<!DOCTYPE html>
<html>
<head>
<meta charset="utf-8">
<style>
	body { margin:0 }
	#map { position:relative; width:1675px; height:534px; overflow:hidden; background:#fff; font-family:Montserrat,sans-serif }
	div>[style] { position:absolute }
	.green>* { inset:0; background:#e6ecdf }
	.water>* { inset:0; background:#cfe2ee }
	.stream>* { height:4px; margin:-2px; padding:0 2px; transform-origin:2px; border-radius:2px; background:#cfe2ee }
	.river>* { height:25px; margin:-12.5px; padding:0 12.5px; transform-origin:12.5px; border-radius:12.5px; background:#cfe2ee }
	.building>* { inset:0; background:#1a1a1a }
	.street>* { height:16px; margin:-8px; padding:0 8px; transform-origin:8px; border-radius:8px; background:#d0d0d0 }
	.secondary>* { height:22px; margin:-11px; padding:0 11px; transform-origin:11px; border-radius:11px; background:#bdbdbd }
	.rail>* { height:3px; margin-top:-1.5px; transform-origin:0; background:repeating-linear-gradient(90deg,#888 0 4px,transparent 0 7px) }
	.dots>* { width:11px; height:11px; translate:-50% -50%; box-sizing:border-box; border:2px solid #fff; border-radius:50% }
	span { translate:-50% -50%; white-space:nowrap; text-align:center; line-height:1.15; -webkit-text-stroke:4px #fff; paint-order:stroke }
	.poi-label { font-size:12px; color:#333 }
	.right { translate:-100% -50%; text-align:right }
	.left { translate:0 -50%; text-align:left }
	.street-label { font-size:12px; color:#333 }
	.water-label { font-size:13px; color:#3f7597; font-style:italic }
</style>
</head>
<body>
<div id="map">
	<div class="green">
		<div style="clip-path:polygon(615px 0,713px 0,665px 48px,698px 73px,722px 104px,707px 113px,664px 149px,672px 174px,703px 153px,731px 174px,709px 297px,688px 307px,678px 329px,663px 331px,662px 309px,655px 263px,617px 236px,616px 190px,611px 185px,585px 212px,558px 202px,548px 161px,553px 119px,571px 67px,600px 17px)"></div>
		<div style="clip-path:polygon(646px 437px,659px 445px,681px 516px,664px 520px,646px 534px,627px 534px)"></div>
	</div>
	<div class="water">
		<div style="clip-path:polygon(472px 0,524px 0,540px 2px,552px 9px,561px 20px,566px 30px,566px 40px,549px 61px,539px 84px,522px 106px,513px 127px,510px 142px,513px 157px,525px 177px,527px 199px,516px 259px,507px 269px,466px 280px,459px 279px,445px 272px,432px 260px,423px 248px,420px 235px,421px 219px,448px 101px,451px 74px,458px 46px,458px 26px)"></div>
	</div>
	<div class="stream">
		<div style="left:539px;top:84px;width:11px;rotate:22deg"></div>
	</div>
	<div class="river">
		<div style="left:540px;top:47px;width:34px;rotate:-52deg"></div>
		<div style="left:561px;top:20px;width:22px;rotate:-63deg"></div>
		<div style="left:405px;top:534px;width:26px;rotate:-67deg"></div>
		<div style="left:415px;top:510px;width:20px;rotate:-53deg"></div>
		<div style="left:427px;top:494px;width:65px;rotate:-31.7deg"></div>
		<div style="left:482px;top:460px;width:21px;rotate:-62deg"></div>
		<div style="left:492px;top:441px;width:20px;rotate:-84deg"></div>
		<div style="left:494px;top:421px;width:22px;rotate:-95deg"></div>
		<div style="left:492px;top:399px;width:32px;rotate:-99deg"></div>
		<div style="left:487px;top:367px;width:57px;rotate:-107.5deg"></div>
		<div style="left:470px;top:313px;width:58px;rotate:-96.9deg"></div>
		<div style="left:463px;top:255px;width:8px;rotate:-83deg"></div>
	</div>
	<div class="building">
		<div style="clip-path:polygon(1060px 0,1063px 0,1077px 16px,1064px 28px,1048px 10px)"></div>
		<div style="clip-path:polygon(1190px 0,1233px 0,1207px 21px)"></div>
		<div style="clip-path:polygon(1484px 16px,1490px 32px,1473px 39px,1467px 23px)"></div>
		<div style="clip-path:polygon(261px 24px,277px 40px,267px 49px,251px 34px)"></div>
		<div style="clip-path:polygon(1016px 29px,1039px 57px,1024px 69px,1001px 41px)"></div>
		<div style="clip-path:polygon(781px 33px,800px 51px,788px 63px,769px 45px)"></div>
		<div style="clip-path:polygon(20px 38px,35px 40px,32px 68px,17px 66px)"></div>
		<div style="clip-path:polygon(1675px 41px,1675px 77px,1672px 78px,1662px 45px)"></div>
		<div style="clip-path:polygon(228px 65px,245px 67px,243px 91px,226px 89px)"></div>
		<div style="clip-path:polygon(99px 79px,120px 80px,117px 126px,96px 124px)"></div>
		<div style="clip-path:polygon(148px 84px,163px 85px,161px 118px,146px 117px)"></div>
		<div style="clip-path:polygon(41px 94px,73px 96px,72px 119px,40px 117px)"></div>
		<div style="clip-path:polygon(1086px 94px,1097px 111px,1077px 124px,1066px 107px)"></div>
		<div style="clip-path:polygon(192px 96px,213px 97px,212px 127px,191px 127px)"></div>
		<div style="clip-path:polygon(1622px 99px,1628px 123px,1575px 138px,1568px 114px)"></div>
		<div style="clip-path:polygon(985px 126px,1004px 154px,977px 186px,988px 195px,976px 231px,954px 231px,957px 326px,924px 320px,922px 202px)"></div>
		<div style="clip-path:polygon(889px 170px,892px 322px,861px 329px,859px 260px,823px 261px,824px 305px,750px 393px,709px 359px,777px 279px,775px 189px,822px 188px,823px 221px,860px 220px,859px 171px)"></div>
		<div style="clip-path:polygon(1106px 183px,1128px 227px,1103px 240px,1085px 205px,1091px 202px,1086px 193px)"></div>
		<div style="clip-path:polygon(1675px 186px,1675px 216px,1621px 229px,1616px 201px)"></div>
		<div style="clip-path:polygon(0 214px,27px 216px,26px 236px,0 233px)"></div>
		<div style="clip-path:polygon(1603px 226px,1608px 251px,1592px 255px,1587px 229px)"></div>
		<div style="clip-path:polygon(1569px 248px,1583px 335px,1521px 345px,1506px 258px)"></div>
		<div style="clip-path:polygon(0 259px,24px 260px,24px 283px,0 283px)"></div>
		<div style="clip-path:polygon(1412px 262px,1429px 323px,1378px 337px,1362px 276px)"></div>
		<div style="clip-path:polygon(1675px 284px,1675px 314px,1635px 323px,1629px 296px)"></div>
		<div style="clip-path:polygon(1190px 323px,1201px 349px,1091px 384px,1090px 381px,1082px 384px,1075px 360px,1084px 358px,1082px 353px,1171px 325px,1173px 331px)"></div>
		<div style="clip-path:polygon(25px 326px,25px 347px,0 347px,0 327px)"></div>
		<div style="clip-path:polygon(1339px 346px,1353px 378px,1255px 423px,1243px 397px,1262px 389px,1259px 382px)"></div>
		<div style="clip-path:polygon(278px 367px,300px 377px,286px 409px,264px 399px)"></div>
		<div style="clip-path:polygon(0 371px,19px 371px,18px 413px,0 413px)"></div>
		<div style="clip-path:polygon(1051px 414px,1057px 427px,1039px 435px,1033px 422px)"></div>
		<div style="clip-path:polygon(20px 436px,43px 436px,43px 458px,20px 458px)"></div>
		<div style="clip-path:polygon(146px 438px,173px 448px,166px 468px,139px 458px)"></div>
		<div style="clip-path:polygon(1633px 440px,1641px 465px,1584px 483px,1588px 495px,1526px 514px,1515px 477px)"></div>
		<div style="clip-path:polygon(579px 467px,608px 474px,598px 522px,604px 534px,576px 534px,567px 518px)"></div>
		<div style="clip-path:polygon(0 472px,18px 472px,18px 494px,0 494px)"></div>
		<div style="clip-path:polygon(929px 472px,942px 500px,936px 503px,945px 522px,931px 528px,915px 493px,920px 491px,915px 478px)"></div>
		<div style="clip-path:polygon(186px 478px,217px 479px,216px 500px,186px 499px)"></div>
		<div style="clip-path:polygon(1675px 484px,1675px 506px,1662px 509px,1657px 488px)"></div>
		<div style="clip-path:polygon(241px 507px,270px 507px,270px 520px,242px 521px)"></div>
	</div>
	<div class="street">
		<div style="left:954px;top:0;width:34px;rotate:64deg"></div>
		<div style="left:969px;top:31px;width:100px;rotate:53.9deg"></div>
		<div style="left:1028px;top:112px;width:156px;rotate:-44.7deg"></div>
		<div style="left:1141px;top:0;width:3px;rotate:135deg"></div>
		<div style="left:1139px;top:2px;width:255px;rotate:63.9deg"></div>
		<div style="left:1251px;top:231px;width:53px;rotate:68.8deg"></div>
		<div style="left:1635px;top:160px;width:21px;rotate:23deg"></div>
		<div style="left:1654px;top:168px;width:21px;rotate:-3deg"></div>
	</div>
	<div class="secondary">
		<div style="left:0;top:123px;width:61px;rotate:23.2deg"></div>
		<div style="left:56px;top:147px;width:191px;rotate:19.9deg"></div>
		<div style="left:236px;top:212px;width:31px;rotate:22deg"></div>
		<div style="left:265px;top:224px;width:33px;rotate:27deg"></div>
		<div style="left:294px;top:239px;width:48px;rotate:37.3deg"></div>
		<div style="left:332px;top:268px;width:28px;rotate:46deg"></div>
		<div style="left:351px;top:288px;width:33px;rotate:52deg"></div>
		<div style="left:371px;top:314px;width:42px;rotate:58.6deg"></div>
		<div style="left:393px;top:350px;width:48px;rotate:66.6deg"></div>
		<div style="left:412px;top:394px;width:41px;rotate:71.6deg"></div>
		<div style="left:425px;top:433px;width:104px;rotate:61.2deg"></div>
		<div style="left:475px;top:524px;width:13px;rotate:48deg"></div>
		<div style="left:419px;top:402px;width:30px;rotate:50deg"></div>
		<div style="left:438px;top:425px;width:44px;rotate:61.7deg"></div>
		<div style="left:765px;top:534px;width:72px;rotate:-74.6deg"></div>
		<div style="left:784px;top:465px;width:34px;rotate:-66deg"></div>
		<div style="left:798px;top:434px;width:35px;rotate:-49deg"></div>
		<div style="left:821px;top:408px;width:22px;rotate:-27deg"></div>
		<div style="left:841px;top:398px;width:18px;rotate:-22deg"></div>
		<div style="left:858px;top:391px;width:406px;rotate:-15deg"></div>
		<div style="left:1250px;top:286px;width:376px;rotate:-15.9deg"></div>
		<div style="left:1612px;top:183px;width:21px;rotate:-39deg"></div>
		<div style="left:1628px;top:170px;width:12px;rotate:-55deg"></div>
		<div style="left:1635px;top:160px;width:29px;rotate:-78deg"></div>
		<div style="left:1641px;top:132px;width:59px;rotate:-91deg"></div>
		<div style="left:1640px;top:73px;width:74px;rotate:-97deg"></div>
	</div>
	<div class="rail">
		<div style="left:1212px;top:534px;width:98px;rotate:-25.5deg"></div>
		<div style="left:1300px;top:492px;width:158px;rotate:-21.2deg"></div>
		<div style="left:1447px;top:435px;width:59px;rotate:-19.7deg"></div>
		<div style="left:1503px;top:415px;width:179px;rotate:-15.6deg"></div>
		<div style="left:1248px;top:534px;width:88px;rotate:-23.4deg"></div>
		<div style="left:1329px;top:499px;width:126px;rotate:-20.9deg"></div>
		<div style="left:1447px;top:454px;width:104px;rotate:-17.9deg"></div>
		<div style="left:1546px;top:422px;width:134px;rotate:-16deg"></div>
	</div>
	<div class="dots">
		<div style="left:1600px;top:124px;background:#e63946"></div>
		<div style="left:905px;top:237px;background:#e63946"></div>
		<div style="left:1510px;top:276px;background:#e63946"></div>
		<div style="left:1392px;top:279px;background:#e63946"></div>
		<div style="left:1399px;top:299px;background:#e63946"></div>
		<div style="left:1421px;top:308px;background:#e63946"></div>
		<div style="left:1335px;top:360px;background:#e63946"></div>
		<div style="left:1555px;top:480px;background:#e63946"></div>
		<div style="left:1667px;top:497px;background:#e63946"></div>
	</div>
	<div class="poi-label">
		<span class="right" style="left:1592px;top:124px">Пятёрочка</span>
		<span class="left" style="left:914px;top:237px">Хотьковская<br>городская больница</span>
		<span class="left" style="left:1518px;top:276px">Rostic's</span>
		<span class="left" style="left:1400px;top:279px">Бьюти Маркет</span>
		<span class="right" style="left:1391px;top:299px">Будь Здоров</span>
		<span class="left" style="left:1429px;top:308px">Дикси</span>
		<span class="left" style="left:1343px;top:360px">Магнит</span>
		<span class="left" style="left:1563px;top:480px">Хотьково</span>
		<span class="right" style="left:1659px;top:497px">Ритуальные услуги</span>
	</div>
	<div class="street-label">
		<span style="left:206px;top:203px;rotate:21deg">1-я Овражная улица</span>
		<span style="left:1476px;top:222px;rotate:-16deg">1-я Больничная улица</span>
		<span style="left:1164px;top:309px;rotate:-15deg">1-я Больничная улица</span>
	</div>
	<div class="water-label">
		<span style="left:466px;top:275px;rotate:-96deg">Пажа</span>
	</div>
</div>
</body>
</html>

# [What is being asked]
Set down, exactly as they appear, the lines above from the first one to the line that holds "height:4px; margin:-2px; padding:0", both included, please, and no others.

# [Reply]
<!DOCTYPE html>
<html>
<head>
<meta charset="utf-8">
<style>
	body { margin:0 }
	#map { position:relative; width:1675px; height:534px; overflow:hidden; background:#fff; font-family:Montserrat,sans-serif }
	div>[style] { position:absolute }
	.green>* { inset:0; background:#e6ecdf }
	.water>* { inset:0; background:#cfe2ee }
	.stream>* { height:4px; margin:-2px; padding:0 2px; transform-origin:2px; border-radius:2px; background:#cfe2ee }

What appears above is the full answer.